● TASK DESCRIPTION
Output every record verbatim, and omit each picture.
[[ DATA UNDER STUDY open ]]
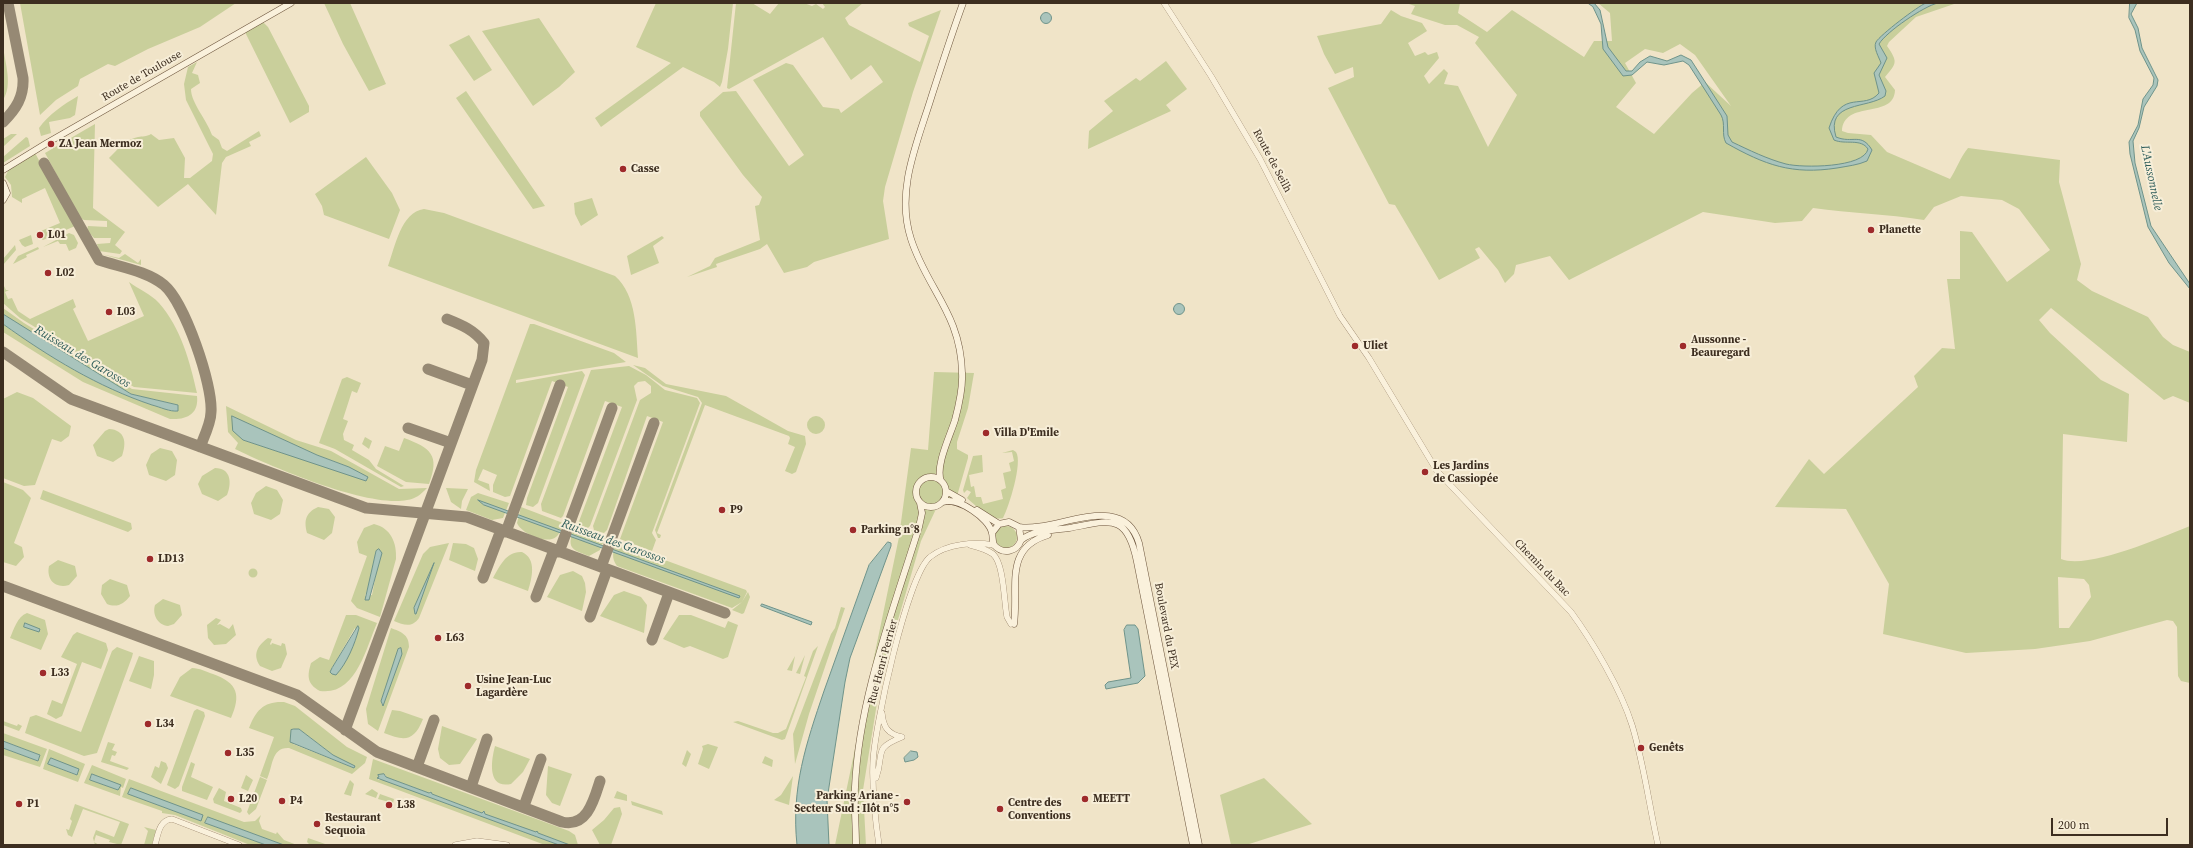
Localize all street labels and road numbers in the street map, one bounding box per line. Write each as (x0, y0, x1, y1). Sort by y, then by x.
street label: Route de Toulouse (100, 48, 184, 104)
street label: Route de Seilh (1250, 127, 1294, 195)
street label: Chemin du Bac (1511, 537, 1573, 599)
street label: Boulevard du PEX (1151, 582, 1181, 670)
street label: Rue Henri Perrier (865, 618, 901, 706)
[[ DATA UNDER STUDY closed ]]
● SOLUTION TO THIS EXERCISE
Localize all street labels and road numbers in the street map, one bounding box per line. Write each as (x0, y0, x1, y1). Sort by y, then by x.
street label: Route de Toulouse (100, 48, 184, 104)
street label: Route de Seilh (1250, 127, 1294, 195)
street label: Chemin du Bac (1511, 537, 1573, 599)
street label: Boulevard du PEX (1151, 582, 1181, 670)
street label: Rue Henri Perrier (865, 618, 901, 706)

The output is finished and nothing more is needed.